Retype only what runs from the beginning of the data through the line with "0 #2b2b2b) drop-shadow(-2px"; please omit the pictures and keep every line exact.

§ Material for this exercise
******************************

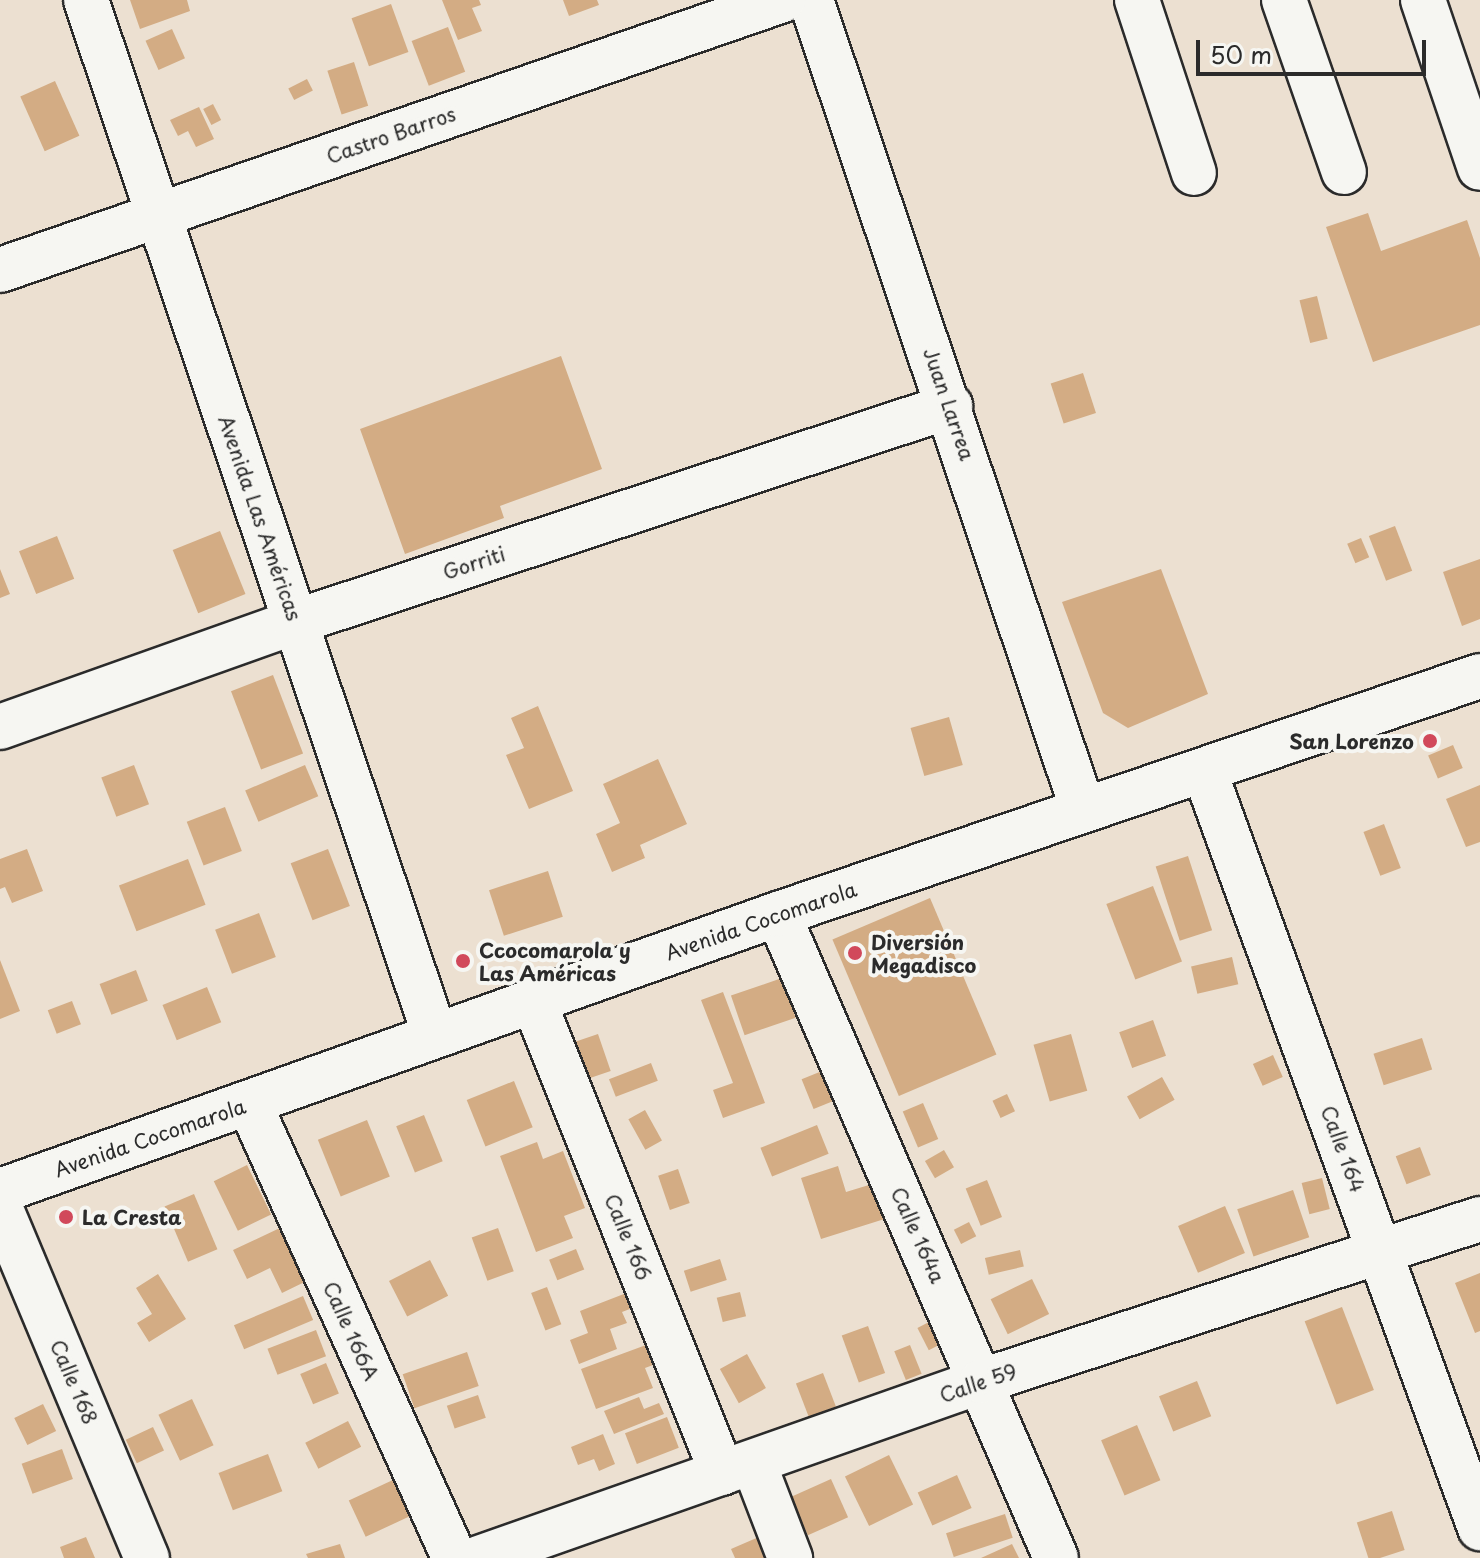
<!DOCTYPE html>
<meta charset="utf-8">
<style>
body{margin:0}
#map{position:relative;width:1480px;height:1558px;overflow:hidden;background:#ece0d1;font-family:"Playpen Sans",sans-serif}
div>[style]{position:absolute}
.building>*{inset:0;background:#d3ac84;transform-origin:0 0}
.roads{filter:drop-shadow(2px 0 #2b2b2b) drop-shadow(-2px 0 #2b2b2b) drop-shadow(0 2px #2b2b2b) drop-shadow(0 -2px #2b2b2b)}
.minor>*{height:44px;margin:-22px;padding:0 22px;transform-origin:22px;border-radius:22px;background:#f6f6f2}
.major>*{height:44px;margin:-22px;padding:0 22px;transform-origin:22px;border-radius:22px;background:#f6f6f2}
.dots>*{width:22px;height:22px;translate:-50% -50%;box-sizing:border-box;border:4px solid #f6f6f2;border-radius:50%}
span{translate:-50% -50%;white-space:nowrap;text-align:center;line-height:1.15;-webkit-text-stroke:8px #f6f6f2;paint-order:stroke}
.street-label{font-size:20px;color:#2b2b2b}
.poi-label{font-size:20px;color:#2b2b2b;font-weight:700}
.right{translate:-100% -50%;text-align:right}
.left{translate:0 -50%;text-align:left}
.scale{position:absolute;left:1196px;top:40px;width:230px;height:36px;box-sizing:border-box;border:4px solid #2b2b2b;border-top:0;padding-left:10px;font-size:24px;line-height:28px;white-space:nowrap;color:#2b2b2b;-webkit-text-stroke:6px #f6f6f2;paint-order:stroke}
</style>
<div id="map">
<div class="building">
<i style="clip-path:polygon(130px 0,187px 0,190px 11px,140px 29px)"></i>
<i style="clip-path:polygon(442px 0,479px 0,481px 5px,472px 8px,482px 31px,458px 40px)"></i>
<i style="clip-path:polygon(563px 0,597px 0,599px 5px,569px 16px)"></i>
<i style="left:391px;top:4px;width:51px;height:42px;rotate:70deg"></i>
<i style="left:448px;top:27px;width:48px;height:39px;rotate:69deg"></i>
<i style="left:172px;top:29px;width:32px;height:29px;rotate:66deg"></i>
<i style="left:354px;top:62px;width:46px;height:28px;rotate:72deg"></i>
<i style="left:307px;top:79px;width:13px;height:21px;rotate:63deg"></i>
<i style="left:55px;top:81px;width:60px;height:38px;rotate:66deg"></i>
<i style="left:213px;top:104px;width:18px;height:11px;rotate:63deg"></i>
<i style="clip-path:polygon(199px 107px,214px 139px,196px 147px,188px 131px,178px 136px,170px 120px)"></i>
<i style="clip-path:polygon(1368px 213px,1381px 251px,1467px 220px,1480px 258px,1480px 325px,1373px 362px,1326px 227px)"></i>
<i style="left:1317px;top:296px;width:44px;height:18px;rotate:76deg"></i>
<i style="clip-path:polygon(561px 356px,602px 469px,500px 506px,504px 518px,405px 554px,360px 429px)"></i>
<i style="left:1083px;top:373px;width:42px;height:34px;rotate:72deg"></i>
<i style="left:1395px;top:526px;width:48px;height:28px;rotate:69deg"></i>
<i style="left:220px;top:531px;width:68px;height:51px;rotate:68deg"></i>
<i style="left:57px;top:536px;width:46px;height:41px;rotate:68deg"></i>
<i style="left:1361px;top:538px;width:21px;height:15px;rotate:67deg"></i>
<i style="clip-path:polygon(1480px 559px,1480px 619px,1462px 626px,1443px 572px)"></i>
<i style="clip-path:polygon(0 569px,10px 594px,0 598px)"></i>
<i style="clip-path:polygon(1161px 569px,1208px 694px,1128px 728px,1103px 713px,1062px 602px)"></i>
<i style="left:273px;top:675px;width:84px;height:45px;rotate:69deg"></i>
<i style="clip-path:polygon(538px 706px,573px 791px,529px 809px,506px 755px,524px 748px,511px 718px)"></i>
<i style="left:949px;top:717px;width:50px;height:40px;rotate:74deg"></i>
<i style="left:1453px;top:745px;width:25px;height:27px;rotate:67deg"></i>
<i style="clip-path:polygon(658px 759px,687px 824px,640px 845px,645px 858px,612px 872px,596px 834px,620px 823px,603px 784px)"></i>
<i style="left:134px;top:765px;width:42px;height:35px;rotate:69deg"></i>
<i style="left:305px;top:765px;width:34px;height:65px;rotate:67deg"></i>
<i style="clip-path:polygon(1480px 785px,1480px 842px,1466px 847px,1446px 799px)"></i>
<i style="left:225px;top:807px;width:47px;height:41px;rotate:69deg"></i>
<i style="left:1384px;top:824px;width:47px;height:22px;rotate:69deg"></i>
<i style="clip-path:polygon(27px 849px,43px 891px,12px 903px,5px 887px,0 889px,0 859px)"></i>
<i style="left:328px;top:849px;width:61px;height:40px;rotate:69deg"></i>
<i style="left:1188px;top:856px;width:78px;height:34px;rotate:72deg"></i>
<i style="left:188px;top:859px;width:49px;height:74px;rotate:69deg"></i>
<i style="left:548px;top:871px;width:48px;height:62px;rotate:72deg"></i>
<i style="left:1153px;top:886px;width:81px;height:50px;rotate:69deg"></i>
<i style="left:930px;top:898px;width:170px;height:106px;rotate:67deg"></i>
<i style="left:259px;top:913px;width:47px;height:47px;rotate:69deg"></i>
<i style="left:1232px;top:957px;width:28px;height:42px;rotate:77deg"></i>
<i style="clip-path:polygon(0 960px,20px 1011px,0 1019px)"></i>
<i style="left:136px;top:970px;width:33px;height:39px;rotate:69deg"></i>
<i style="left:782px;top:978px;width:42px;height:54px;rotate:71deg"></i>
<i style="left:207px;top:987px;width:38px;height:48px;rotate:68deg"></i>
<i style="clip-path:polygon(723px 992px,765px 1103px,723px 1118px,713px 1090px,733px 1083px,701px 1000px)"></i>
<i style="left:72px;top:1001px;width:25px;height:26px;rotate:69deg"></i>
<i style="left:1153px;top:1020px;width:38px;height:36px;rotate:70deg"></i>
<i style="left:598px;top:1034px;width:39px;height:28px;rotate:71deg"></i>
<i style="left:1071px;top:1034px;width:59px;height:39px;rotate:74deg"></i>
<i style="left:1422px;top:1038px;width:33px;height:51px;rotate:72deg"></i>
<i style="left:1273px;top:1055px;width:24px;height:22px;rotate:66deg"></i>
<i style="left:651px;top:1063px;width:19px;height:45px;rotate:69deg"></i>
<i style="left:822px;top:1071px;width:32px;height:22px;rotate:68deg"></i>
<i style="left:1162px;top:1077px;width:26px;height:40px;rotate:61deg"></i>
<i style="left:514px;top:1081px;width:50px;height:51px;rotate:68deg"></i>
<i style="left:1007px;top:1094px;width:19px;height:16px;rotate:65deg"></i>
<i style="left:923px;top:1103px;width:39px;height:22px;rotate:67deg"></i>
<i style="left:645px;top:1110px;width:35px;height:19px;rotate:61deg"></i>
<i style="left:424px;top:1115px;width:50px;height:30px;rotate:68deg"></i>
<i style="left:367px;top:1120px;width:61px;height:53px;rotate:68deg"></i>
<i style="left:817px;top:1125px;width:31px;height:61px;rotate:68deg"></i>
<i style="clip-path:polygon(537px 1142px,543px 1159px,563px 1151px,585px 1208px,564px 1216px,573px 1238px,536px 1252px,500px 1156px)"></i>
<i style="left:1420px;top:1147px;width:30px;height:26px;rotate:69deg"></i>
<i style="left:944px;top:1150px;width:20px;height:22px;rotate:60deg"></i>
<i style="left:247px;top:1165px;width:55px;height:37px;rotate:64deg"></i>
<i style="clip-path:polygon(838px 1166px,846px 1192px,882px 1181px,894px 1216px,821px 1239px,801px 1178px)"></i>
<i style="left:678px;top:1169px;width:36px;height:21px;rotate:71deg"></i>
<i style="left:1322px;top:1178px;width:32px;height:21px;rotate:76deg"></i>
<i style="left:987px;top:1180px;width:40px;height:23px;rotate:68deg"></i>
<i style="left:1293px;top:1190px;width:50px;height:59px;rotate:71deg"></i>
<i style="left:194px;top:1194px;width:60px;height:32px;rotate:67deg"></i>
<i style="left:1225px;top:1206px;width:51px;height:51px;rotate:67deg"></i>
<i style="left:969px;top:1222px;width:16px;height:17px;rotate:63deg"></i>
<i style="clip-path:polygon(282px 1227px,323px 1273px,282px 1293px,270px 1268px,247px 1279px,233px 1250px)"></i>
<i style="left:498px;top:1228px;width:46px;height:28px;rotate:70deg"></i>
<i style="left:576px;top:1249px;width:22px;height:29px;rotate:68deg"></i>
<i style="left:1020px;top:1250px;width:17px;height:36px;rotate:77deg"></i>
<i style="left:720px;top:1259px;width:22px;height:38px;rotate:72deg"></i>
<i style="left:430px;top:1260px;width:40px;height:46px;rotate:63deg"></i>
<i style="clip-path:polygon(1480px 1273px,1480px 1331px,1475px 1333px,1455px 1283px)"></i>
<i style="clip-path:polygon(158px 1274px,186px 1319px,149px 1342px,137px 1323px,152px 1314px,136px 1288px)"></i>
<i style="left:1032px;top:1279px;width:39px;height:46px;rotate:64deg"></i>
<i style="left:547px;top:1287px;width:40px;height:17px;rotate:69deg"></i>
<i style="clip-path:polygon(629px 1292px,635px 1307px,622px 1312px,627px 1323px,610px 1329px,617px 1349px,579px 1364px,570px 1340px,588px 1333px,580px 1311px)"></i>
<i style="left:740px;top:1292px;width:25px;height:24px;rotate:76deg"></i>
<i style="left:303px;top:1296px;width:26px;height:75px;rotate:67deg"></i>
<i style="left:1342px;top:1307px;width:89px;height:40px;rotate:69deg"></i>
<i style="left:929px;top:1322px;width:25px;height:13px;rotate:63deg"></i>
<i style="left:868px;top:1326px;width:50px;height:28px;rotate:70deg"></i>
<i style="left:316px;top:1330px;width:28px;height:52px;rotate:69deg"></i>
<i style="clip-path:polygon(646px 1345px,653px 1365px,645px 1368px,653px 1388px,596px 1409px,581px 1369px)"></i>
<i style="left:910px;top:1345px;width:31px;height:17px;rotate:68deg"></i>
<i style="left:467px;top:1352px;width:36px;height:68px;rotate:71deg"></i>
<i style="left:747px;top:1354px;width:39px;height:31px;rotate:61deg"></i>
<i style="left:326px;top:1363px;width:33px;height:28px;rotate:67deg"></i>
<i style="left:823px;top:1373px;width:36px;height:29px;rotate:69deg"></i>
<i style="left:1197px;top:1381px;width:38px;height:41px;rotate:68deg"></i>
<i style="left:478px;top:1395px;width:24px;height:33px;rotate:71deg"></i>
<i style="clip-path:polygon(639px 1397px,644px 1409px,659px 1403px,664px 1414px,614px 1434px,604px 1411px)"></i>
<i style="left:192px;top:1399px;width:51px;height:37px;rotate:65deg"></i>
<i style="left:43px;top:1404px;width:30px;height:32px;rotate:64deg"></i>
<i style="left:667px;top:1417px;width:33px;height:45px;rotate:69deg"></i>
<i style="left:348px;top:1421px;width:29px;height:48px;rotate:63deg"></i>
<i style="left:1137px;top:1425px;width:60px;height:39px;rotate:67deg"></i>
<i style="left:153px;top:1427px;width:26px;height:30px;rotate:65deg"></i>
<i style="clip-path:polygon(603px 1434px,615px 1464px,599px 1471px,594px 1459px,578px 1465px,571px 1447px)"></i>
<i style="left:62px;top:1449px;width:32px;height:43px;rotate:70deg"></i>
<i style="left:268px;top:1454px;width:40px;height:53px;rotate:69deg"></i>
<i style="left:889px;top:1455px;width:55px;height:49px;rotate:64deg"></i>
<i style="left:957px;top:1475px;width:36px;height:43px;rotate:66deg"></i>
<i style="left:395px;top:1479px;width:40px;height:51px;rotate:65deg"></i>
<i style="left:831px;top:1479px;width:42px;height:44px;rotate:66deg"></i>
<i style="left:1392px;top:1511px;width:41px;height:37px;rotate:72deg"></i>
<i style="left:1005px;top:1514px;width:25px;height:62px;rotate:72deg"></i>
<i style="clip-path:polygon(766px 1534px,776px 1558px,735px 1558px,731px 1549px)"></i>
<i style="clip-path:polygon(86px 1537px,95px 1558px,64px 1558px,60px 1547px)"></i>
<i style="clip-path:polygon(340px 1544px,345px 1558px,308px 1558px,306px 1554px)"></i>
<i style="clip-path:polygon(1012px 1544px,1019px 1558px,981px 1558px)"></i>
</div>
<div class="roads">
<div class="minor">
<i style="left:811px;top:0;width:854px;rotate:71.44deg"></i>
<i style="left:1137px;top:0;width:182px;rotate:71.8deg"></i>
<i style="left:1284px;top:0;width:182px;rotate:70.8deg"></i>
<i style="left:1423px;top:0;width:177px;rotate:71.3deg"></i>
<i style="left:0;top:270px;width:828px;rotate:-19.03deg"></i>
<i style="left:0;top:727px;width:313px;rotate:-19.6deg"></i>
<i style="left:295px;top:622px;width:690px;rotate:-18.25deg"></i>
<i style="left:1204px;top:770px;width:807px;rotate:69.99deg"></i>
<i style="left:778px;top:914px;width:701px;rotate:66.65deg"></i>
<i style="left:534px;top:1002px;width:507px;rotate:68.24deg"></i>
<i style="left:249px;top:1103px;width:499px;rotate:65.7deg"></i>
<i style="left:0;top:1207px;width:381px;rotate:67.3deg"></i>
<i style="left:754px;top:1464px;width:101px;rotate:69deg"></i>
<i style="left:479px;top:1558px;width:533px;rotate:-19.39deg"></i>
<i style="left:982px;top:1381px;width:524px;rotate:-18.02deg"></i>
</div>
<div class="major">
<i style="left:86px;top:0;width:1093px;rotate:71.38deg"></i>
<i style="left:0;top:1191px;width:826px;rotate:-19.6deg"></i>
<i style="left:778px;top:914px;width:741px;rotate:-18.73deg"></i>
</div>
</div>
<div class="dots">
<i style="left:1430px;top:741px;background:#d1495b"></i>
<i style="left:855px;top:953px;background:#d1495b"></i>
<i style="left:463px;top:961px;background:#d1495b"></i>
<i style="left:66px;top:1217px;background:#d1495b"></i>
</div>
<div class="street-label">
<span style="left:391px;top:135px;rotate:-19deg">Castro Barros</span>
<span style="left:949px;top:404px;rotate:71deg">Juan Larrea</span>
<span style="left:260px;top:518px;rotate:71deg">Avenida Las Américas</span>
<span style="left:474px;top:563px;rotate:-18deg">Gorriti</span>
<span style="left:761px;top:921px;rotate:-19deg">Avenida Cocomarola</span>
<span style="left:150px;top:1138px;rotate:-19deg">Avenida Cocomarola</span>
<span style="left:1343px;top:1149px;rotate:70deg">Calle 164</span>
<span style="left:918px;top:1235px;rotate:66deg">Calle 164a</span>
<span style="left:628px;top:1237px;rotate:68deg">Calle 166</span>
<span style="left:351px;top:1331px;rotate:66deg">Calle 166A</span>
<span style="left:74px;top:1382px;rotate:67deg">Calle 168</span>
<span style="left:978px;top:1383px;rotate:-19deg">Calle 59</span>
</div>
<div class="poi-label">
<span class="right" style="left:1414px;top:741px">San Lorenzo</span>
<span class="left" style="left:871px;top:954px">Diversión<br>Megadisco</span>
<span class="left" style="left:479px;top:962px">Ccocomarola y<br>Las Américas</span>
<span class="left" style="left:82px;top:1217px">La Cresta</span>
</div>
<div class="scale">50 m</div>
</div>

******************************

§ Problem solution
<!DOCTYPE html>
<meta charset="utf-8">
<style>
body{margin:0}
#map{position:relative;width:1480px;height:1558px;overflow:hidden;background:#ece0d1;font-family:"Playpen Sans",sans-serif}
div>[style]{position:absolute}
.building>*{inset:0;background:#d3ac84;transform-origin:0 0}
.roads{filter:drop-shadow(2px 0 #2b2b2b) drop-shadow(-2px 0 #2b2b2b) drop-shadow(0 2px #2b2b2b) drop-shadow(0 -2px #2b2b2b)}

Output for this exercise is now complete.